◆ Try it:
Output, exactly as written, the lines of the data below from the one containing "44V6M15 44V6M25 44V19M35" to the end.

[Collected data]
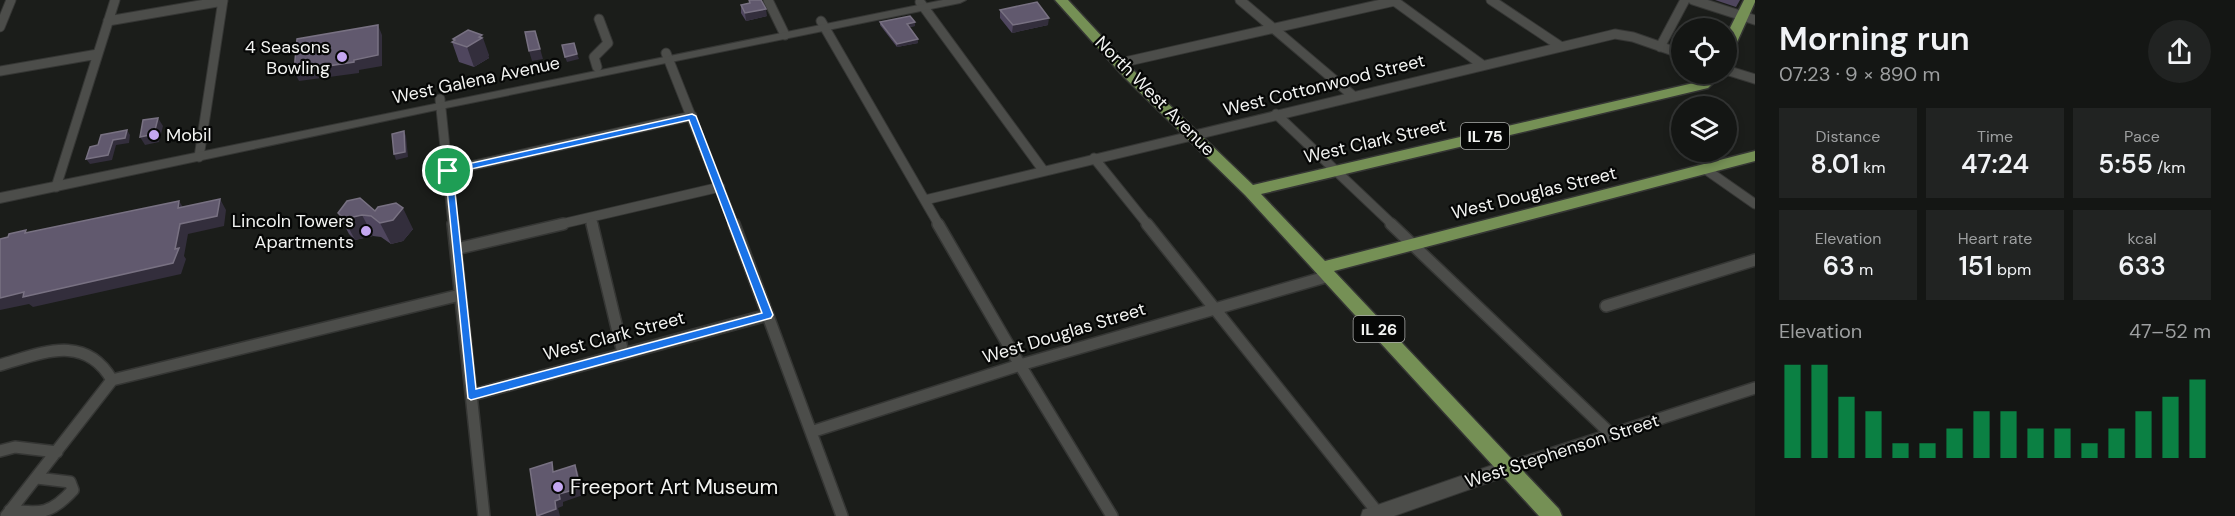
<!DOCTYPE html>
<meta charset="utf-8">
<style>
:root{--surface:#141614;--page:#212322;--text:#f1f3f6;--muted:#9d9fa0;--line:#333534;--accent:#0b8043}
body{margin:0;font-family:"DM Sans",sans-serif;background:var(--page);color:var(--text);height:100vh;display:flex;flex-direction:column;font-size:22px;white-space:nowrap}
*{box-sizing:border-box;margin:0}
p{font-size:20px;color:var(--muted)}
.icon{flex:none;width:33px;height:33px;fill:none;stroke:currentColor;stroke-width:2;stroke-linecap:round;stroke-linejoin:round}
.map{position:relative;flex:1;overflow:hidden}
.details{display:flex;flex-direction:column;background:var(--surface);width:480px}
.details>*{flex:none}
.fabs{position:absolute;left:1671px;top:18px;display:grid;gap:12px}
.fabs a{display:grid;place-items:center;width:66px;height:66px;border-radius:50%;background:var(--surface);box-shadow:0 3px 9px #0003,0 0 0 2px var(--line);font-size:30px}
.pin{position:absolute;display:grid;place-items:center;width:51px;height:51px;color:#fff;margin:-26px;border:3px solid #fff;border-radius:50%;box-shadow:0 2px 6px #0007}
.round{display:grid;place-items:center;flex:none;width:63px;height:63px;border-radius:32px;background:var(--page)}
.headline{display:flex;align-items:center;justify-content:space-between;height:102px;padding:0 24px}
h1{font-size:33px;font-weight:600;line-height:45px}
.figures{display:grid;grid-template-columns:repeat(3,1fr);gap:9px;height:102px;padding:6px 24px}
.figures div{display:grid;align-content:center;border-radius:0px;background:var(--page);text-align:center}
.figures b{font-size:26px;font-weight:600}
.figures small{font-size:16px;font-weight:400}
.figures p{font-size:16px}
.chart{height:168px;padding:12px 24px}
.chart p{display:flex;justify-content:space-between}
.chart svg{width:100%;height:108px;margin-top:6px;stroke:var(--accent);stroke-width:6}
main{display:flex;flex:1;min-height:0}
.map>svg:first-child{display:block}
.lines{fill:none;stroke-linecap:round;stroke-linejoin:round}
.street-far1-casing{stroke:#353634;stroke-width:11}
.street-casing{stroke:#353634;stroke-width:14}
.secondary-casing{stroke:#353634;stroke-width:2}
.primary-casing{stroke:#353634;stroke-width:3}
.street-far1{stroke:#4c4d4a;stroke-width:9}
.street{stroke:#4c4d4a;stroke-width:11}
.secondary{fill:#4c4d4a;fill-rule:evenodd}
.primary{fill:#759055;fill-rule:evenodd}
.wall{fill:#4f465e}
.shaded-wall{fill:#332e3c}
.building{fill:#61596e;stroke:#787182;stroke-width:1.5}
.route{fill:#1a73e8;stroke:#fff;stroke-width:1.5;fill-rule:evenodd}
.poi-dot{fill:#c4a7f1;stroke:#060706;stroke-width:2}
.labels{text-anchor:middle;stroke-width:4.5;stroke-linejoin:round;paint-order:stroke}
.shield{fill:#060706;stroke:#abacaa;stroke-width:1.5}
.shield-label{font-size:16px;font-weight:bold;fill:#f2f3f1}
.poi-label{font-size:18px;fill:#f2f3f1;stroke:#060706;text-anchor:end}
.street-label{font-size:18px;fill:#f2f3f1;stroke:#060706}
.near-poi-label{font-size:21px;fill:#f2f3f1;stroke:#060706;text-anchor:start}
</style>
<main>
<div class="map">
<svg width="1755" height="516" viewBox="0 0 1755 516">
<rect width="100%" height="100%" fill="#1b1d1a"/>
<g class="lines">
<g class="street-far1-casing">
<path id="street-far1" d="M768,0l17,35
M1240,0l112,95
M1393,0l88,64
M1491,0l69,46
M1693,0l62,20
M920,2l123,168
M108,21l115,-20
M821,21l118,204
M0,27l11,-27
M1660,47l25,-47
M666,53l68,172
M1120,63l275,-62
M597,67l-3,-10 14,-14 -9,-24
M1726,70l29,9
M0,71l98,-17
M440,99l13,126
M1276,114l117,111
M199,157l24,-157
M1094,158l54,67
M1705,169l50,35
M448,171l244,-55
M56,187l59,-187
M925,200l690,-166 18,3 49,17
M591,218l2,7
M557,225l163,-38"/>
</g>
<g class="street-casing">
<path id="street" d="M453,224l31,292
M592,224l31,129
M734,224l108,292
M938,224l82,141 92,151
M1147,224l231,289
M1391,224l221,211
M456,249l107,-25
M1606,306l149,-46
M0,365c42,-12 85,-32 112,15l348,-85
M472,395l296,-80
M811,432l209,-67 309,-89
M0,451l15,-4 42,5
M1507,468l248,-80
M10,510c31,4 41,4 63,-20l-3,-8 -33,-4
M6,516l106,-136"/>
</g>
<g class="secondary-casing">
<path id="secondary" d="M943,0h23l-6,3 -519,106 -441,94v-10z
M1507,460l6,2 3,6 -3,6 -119,42h-33l2,-6z"/>
</g>
<g class="primary-casing">
<path id="primary" d="M1055,0h13l66,71 119,114 445,-103 10,-8h14l-14,14 -447,106 64,67 430,-110v10l-421,110 225,238 3,7h-23l-294,-321 -121,-118z
M1744,0h11v2l-22,49 -7,4v-19z"/>
</g>
<use href="#street-far1" class="street-far1"/>
<use href="#street" class="street"/>
<use href="#secondary" class="secondary"/>
<use href="#primary" class="primary"/>
</g>
<path class="wall" d="M749,0l18,16 -21,5 -5,-8v-8l8,-2z
M1715,0h25l-4,7z
M1000,10l48,15 -36,8 -12,-15z
M880,22l35,4 -6,1 9,16 -21,4 -17,-22z
M453,39l36,16 -1,1 1,2 -15,9 -15,-5 -7,-20 2,-1z
M375,211l38,18 -10,12 -12,3 -10,-7 -8,-1 -18,4 -6,-6 -11,-21z"/>
<path class="shaded-wall" d="M766,9l1,7 -21,5 -1,-8z
M1049,18l-1,7 -36,8 1,-8z
M915,22v4l-8,1v-3z
M378,25l4,10v31l-23,4v3l-60,8 -5,-10z
M535,31l8,28 -11,2 -3,-10z
M482,35l7,20 -1,1 1,2 -15,9 -7,-20z
M918,39v4l-21,4v-3z
M577,54l2,5 -12,3 -2,-5z
M158,118l5,8 -4,16 -14,3 -5,-8z
M127,130l3,5 -1,8 -13,2 -4,15 -22,4 -4,-5z
M404,131l2,5 2,21 -12,3 -2,-6z
M220,199l6,11 -2,16 -36,8 -4,22 2,3 -5,15 -148,33 -4,-3 -29,6v-12l175,-49 5,-25z
M179,201l7,11 -8,-4z
M403,208l10,21 -10,12 -12,3 -11,-21z
M362,215l11,21 -18,4 -11,-21z
M575,465l3,7 5,23 -20,7v4l-5,2 2,8h-23l18,-15 4,-7z"/>
<path class="building" d="M749,0h12l5,9 -21,4 -4,-8 9,-2z
M1037,2l12,16 -36,7 -13,-15z
M910,16l5,6 -8,2 11,15 -21,5 -17,-22z
M378,25v30l-24,5v2l-60,9 3,-32z
M468,30l14,5 -3,2 3,1 -15,9 -15,-5 3,-2 -2,-1z
M535,31l5,18 -11,2 -4,-19z
M574,43l3,11 -12,3 -3,-12z
M158,118l-4,16 -14,3 3,-17z
M127,130l-2,8 -12,2 -5,15 -22,4 4,-12 8,-2 3,-10z
M404,131l1,21 -11,2 -2,-20z
M360,198l15,13 3,-4 18,-4 7,5 -10,12 -13,3 -9,-7 -9,-1 -18,4 -6,-6 9,-12z
M220,199l-3,17 -37,8 -5,25 4,-1 -6,15 -150,34 1,-5 -24,6v-59l8,-2 1,-3 17,-4 -1,3 154,-32 -1,7z
M552,462l1,10 22,-7 5,23 -21,6 1,5 -5,2 1,8 -19,7 -7,-47z"/>
<path class="route" d="M692,114l4,2 77,199 -2,3 -300,82 -3,-2 -23,-229zM689,120l73,193 -286,76 -23,-216z"/>
<g class="poi-dot">
<circle cx="342" cy="57" r="6"/>
<circle cx="154" cy="135" r="6"/>
<circle cx="366" cy="231" r="6"/>
<circle cx="558" cy="487" r="6"/>
</g>
<g class="labels">
<g class="shield">
<rect x="1461" y="123" width="48" height="26" rx="4.5"/>
<rect x="1353.5" y="316" width="51" height="26" rx="4.5"/>
</g>
<g class="shield-label">
<text x="1485" y="142">IL 75</text>
<text x="1379" y="335">IL 26</text>
</g>
<g class="poi-label">
<text x="330" y="53">4 Seasons<tspan x="330" dy="21">Bowling</tspan></text>
<text x="166" y="141" text-anchor="start">Mobil</text>
<text x="354" y="227">Lincoln Towers<tspan x="354" dy="21">Apartments</tspan></text>
</g>
<g class="street-label">
<text transform="translate(476 80) rotate(-12)" y="6">West Galena Avenue</text>
<text transform="translate(1324 85) rotate(-14)" y="6">West Cottonwood Street</text>
<text transform="translate(1155 96) rotate(45)" y="6">North West Avenue</text>
<text transform="translate(1375 141) rotate(-13)" y="6">West Clark Street</text>
<text transform="translate(1534 193) rotate(-14)" y="6">West Douglas Street</text>
<text transform="translate(1064 333) rotate(-17)" y="6">West Douglas Street</text>
<text transform="translate(614 336) rotate(-15)" y="6">West Clark Street</text>
<text transform="translate(1562 451) rotate(-18)" y="6">West Stephenson Street</text>
</g>
<g class="near-poi-label">
<text x="570" y="494">Freeport Art Museum</text>
</g>
</g>
</svg>
<div class="fabs">
<a><svg class="icon" aria-label="locate" viewBox="0 0 24 24"><circle cx="12" cy="12" r="6"/><path d="M12 2v4M12 18v4M2 12h4M18 12h4"/></svg></a>
<a><svg class="icon" aria-label="layers" viewBox="0 0 24 24"><path d="M12 4l9 5-9 5-9-5zM3 14l9 5 9-5"/></svg></a>
</div>
<div class="pin" style="left:448px;top:171px;background:#1e9e55"><svg class="icon" aria-label="arrive" viewBox="0 0 24 24"><path d="M6 21V4h12l-3 4 3 4H6"/></svg></div>
</div>
<section class="details">
<div class="headline"><div><h1>Morning run</h1><p>07:23 · 9 × 890 m</p></div><a class="round"><svg class="icon" aria-label="share" viewBox="0 0 24 24"><path d="M12 15V3M7 8l5-5 5 5M5 13v7h14v-7"/></svg></a></div>
<div class="figures">
<div><p>Distance</p><b>8.01<small> km</small></b></div>
<div><p>Time</p><b>47:24</b></div>
<div><p>Pace</p><b>5:55<small> /km</small></b></div>
</div>
<div class="figures">
<div><p>Elevation</p><b>63<small> m</small></b></div>
<div><p>Heart rate</p><b>151<small> bpm</small></b></div>
<div><p>kcal</p><b>633</b></div>
</div>
<div class="chart"><p><span>Elevation</span>47–52 m</p>
<svg viewBox="0 0 160 44" preserveAspectRatio="none"><path d="M5 44V6M15 44V6M25 44V19M35 44V25M45 44V38M55 44V38M65 44V32M75 44V25M85 44V25M95 44V32M105 44V32M115 44V38M125 44V32M135 44V25M145 44V19M155 44V12"/></svg>
</div>
</section>
</main>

◆ Exercise output:
<svg viewBox="0 0 160 44" preserveAspectRatio="none"><path d="M5 44V6M15 44V6M25 44V19M35 44V25M45 44V38M55 44V38M65 44V32M75 44V25M85 44V25M95 44V32M105 44V32M115 44V38M125 44V32M135 44V25M145 44V19M155 44V12"/></svg>
</div>
</section>
</main>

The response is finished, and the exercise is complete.